«Les Ang. disent qu'elles iront vendredi 28 dîner chez vous. Elles seront en tout six, hommes et femmes. Je ne sais si Mme Durival voudra en être. Je vais le lui proposer. Je porterai du saumon et un plat de gibier.

«Croyez donc que j'ai dit à M. de Beauvau tout ce qui convenait. Je voudrais bien me dire aussi d'être comme vous voudriez que je fusse; mais j'ai un poids sur le cœur qui s'y oppose.

«Adieu, mon Veau; je dirais comme M. de Chimay si j'étais dévote: Je vais demander à Dieu qu'il me fasse la grâce de ne plus t'aimer

En juillet 1772, Mme de Boufflers eut la douleur de perdre sa mère, la princesse douairière de Craon.

Déjà depuis quelque temps la santé de la princesse, qui jusqu'alors s'était maintenue excellente, donnait quelques inquiétudes. Son petit-fils le chevalier de Boufflers vint la voir au mois de juin, il la trouva assez souffrante et il écrivit à son oncle de Beauvau, qui était à ce moment à Chanteloup, pour le prévenir de l'état de sa mère.

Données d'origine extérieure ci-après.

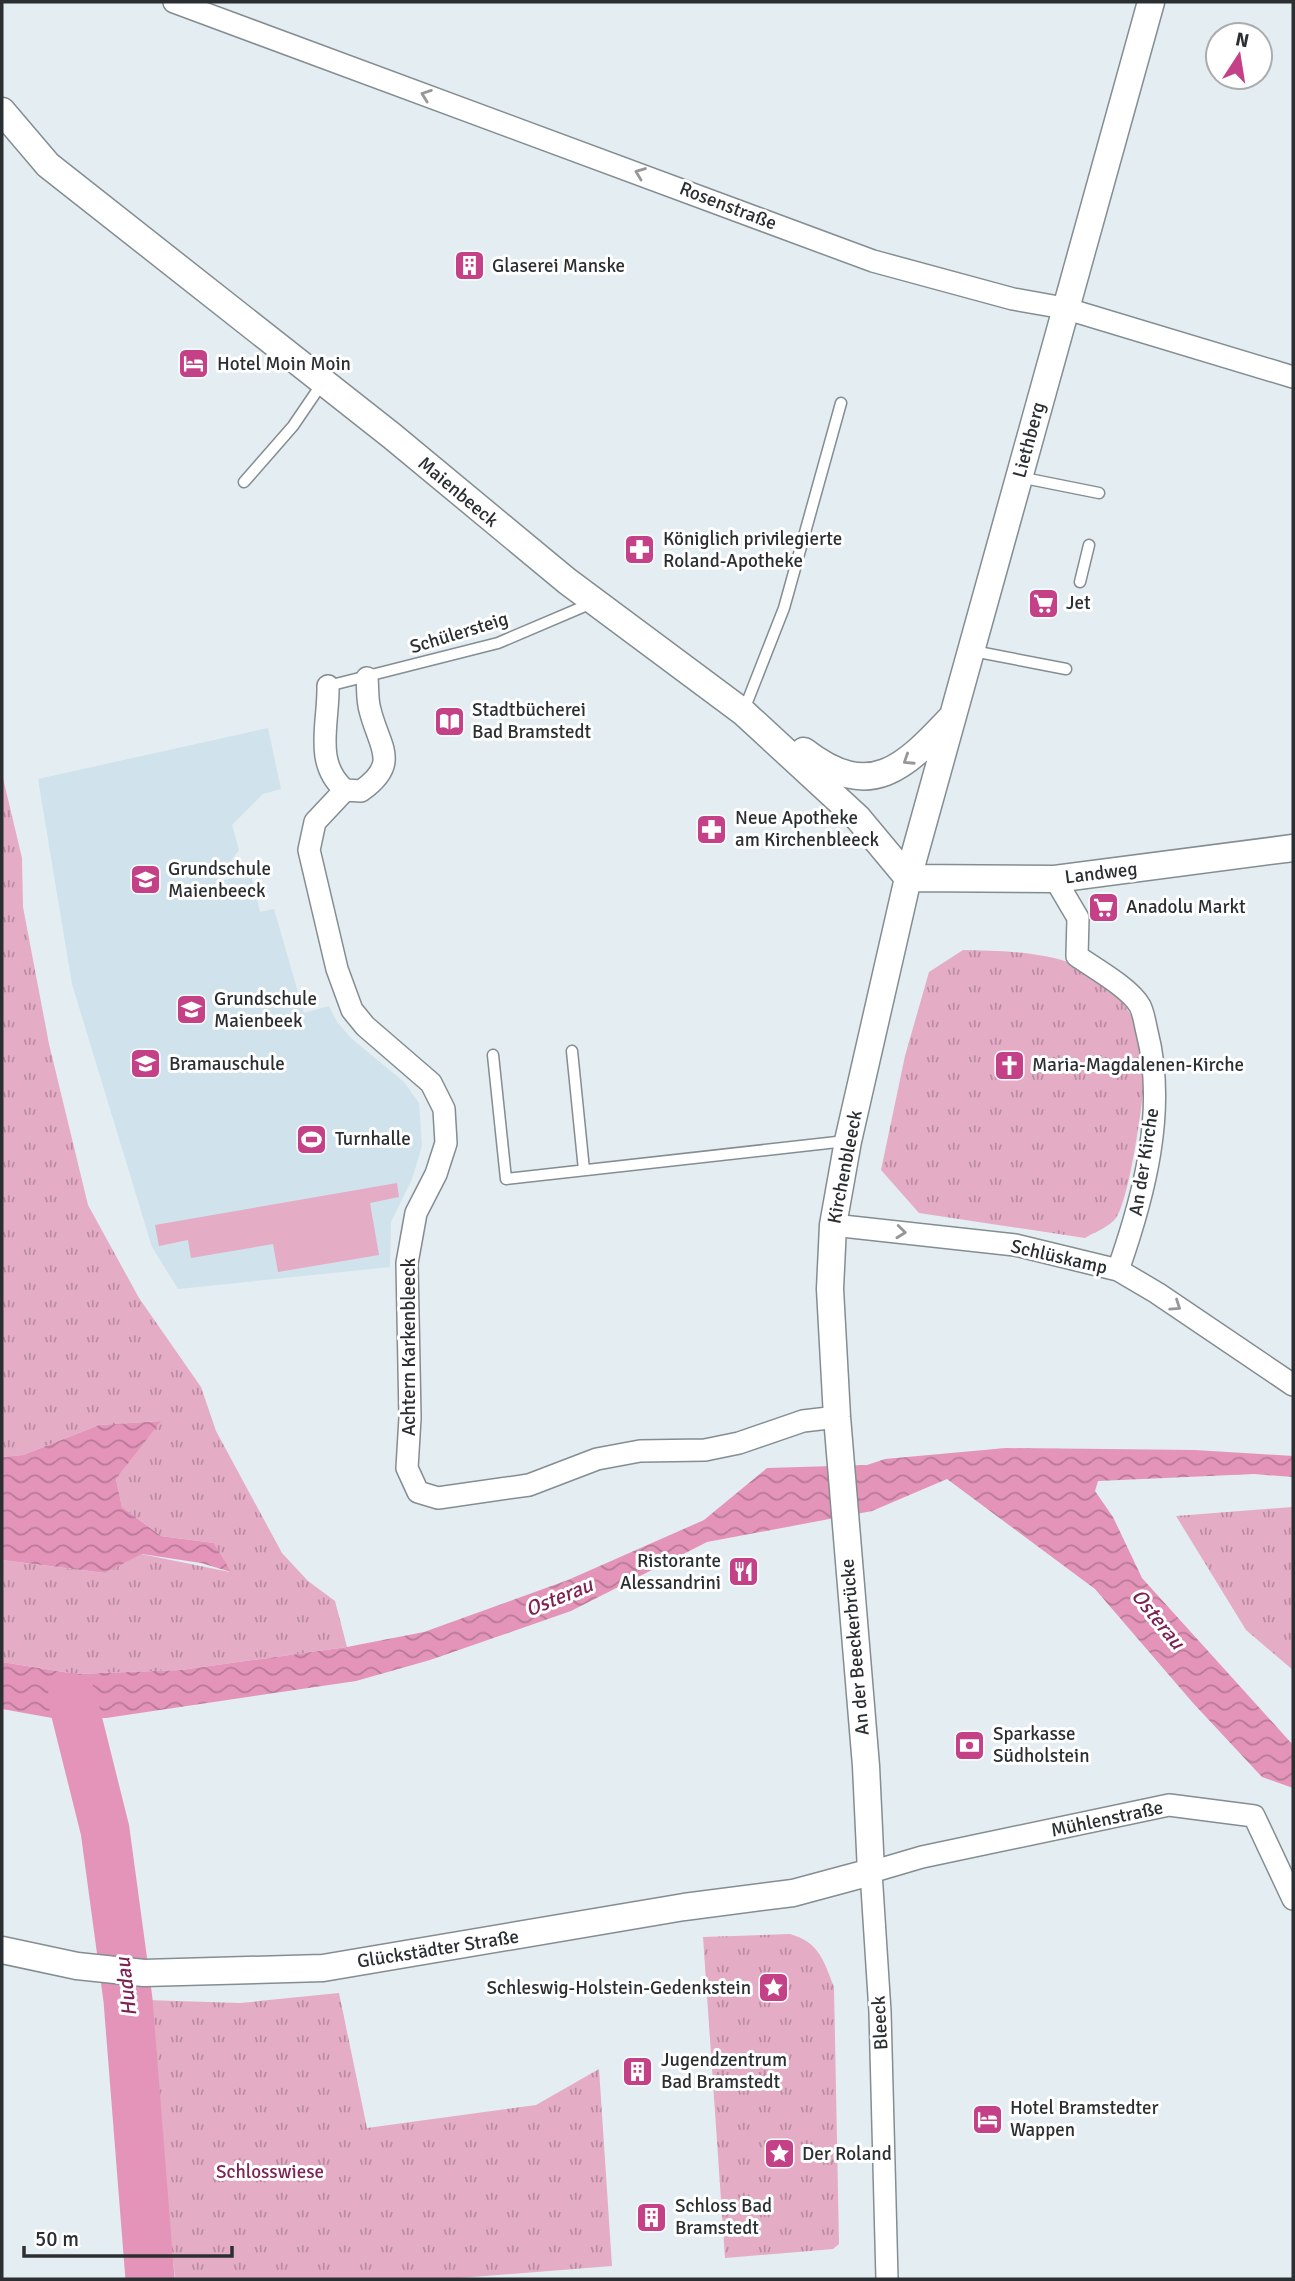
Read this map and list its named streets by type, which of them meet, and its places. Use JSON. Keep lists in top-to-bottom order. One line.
{"streets":{"street":["Rosenstraße","Liethberg","Maienbeeck","Landweg","An der Kirche","Kirchenbleeck","Schlüskamp","Achtern Karkenbleeck","An der Beeckerbrücke","Mühlenstraße","Glückstädter Straße","Bleeck"],"lane":["Schülersteig"]},"crossings":[["Rosenstraße","Liethberg"],["Liethberg","Maienbeeck"],["Liethberg","Landweg"],["Liethberg","Kirchenbleeck"],["Maienbeeck","Schülersteig"],["Maienbeeck","Landweg"],["Maienbeeck","Kirchenbleeck"],["Schülersteig","Achtern Karkenbleeck"],["Landweg","An der Kirche"],["Landweg","Kirchenbleeck"],["An der Kirche","Schlüskamp"],["Kirchenbleeck","Schlüskamp"],["Kirchenbleeck","Achtern Karkenbleeck"],["Kirchenbleeck","An der Beeckerbrücke"],["An der Beeckerbrücke","Bleeck"],["Mühlenstraße","Glückstädter Straße"],["Mühlenstraße","Bleeck"],["Glückstädter Straße","Bleeck"]],"one_way":["Rosenstraße","Schlüskamp"],"water":["Osterau","Hudau"],"parks":["Schlosswiese"],"places":{"building":["Glaserei Manske","Jugendzentrum Bad Bramstedt","Schloss Bad Bramstedt"],"hotel":["Hotel Moin Moin","Hotel Bramstedter Wappen"],"pharmacy":["Königlich privilegierte Roland-Apotheke","Neue Apotheke am Kirchenbleeck"],"supermarket":["Jet","Anadolu Markt"],"library":["Stadtbücherei Bad Bramstedt"],"school or university":["Grundschule Maienbeeck","Grundschule Maienbeek","Bramauschule"],"church":["Maria-Magdalenen-Kirche"],"sports":["Turnhalle"],"restaurant":["Ristorante Alessandrini"],"bank":["Sparkasse Südholstein"],"place":["Schleswig-Holstein-Gedenkstein","Der Roland"]},"scale_bar":"50 m","north":"top"}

Bien que le chevalier ne renonce pas au style plaisant qui lui est familier, on sent qu'il n'est pas sans éprouver d'assez vives inquiétudes:

«Juin.

«J'ai été il y a deux jours à Craon, j'ai trouvé ma grand-mère absolument comme je l'avais laissée pour le visage et pour la tête, mais elle souffrait horriblement d'une colique d'estomac; elle m'a fait appeler en particulier pour m'ordonner de vous faire part de son état, de vous dire que, quoi qu'elle crût son tempérament assez fort, cependant un accès de colique pouvait l'emporter d'un moment à l'autre, qu'elle voudrait avoir la consolation de vous voir encore avant votre quartier, qu'elle vous priait de venir faire dans Craon tous les arrangements que vous jugeriez convenable, que c'était vos affaires plus que les siennes, etc. Je lui ai récité le plus beau chapitre de mon traité des consolations et cela s'est terminé par une petite contestation au sujet de beaucoup de treillage que j'avais fait faire à Craon pour mes jardins de la Malgrange; je voulais le payer, elle n'a pas voulu le souffrir, et je me suis soumis comme un héros chrétien et comme un enfant respectueux.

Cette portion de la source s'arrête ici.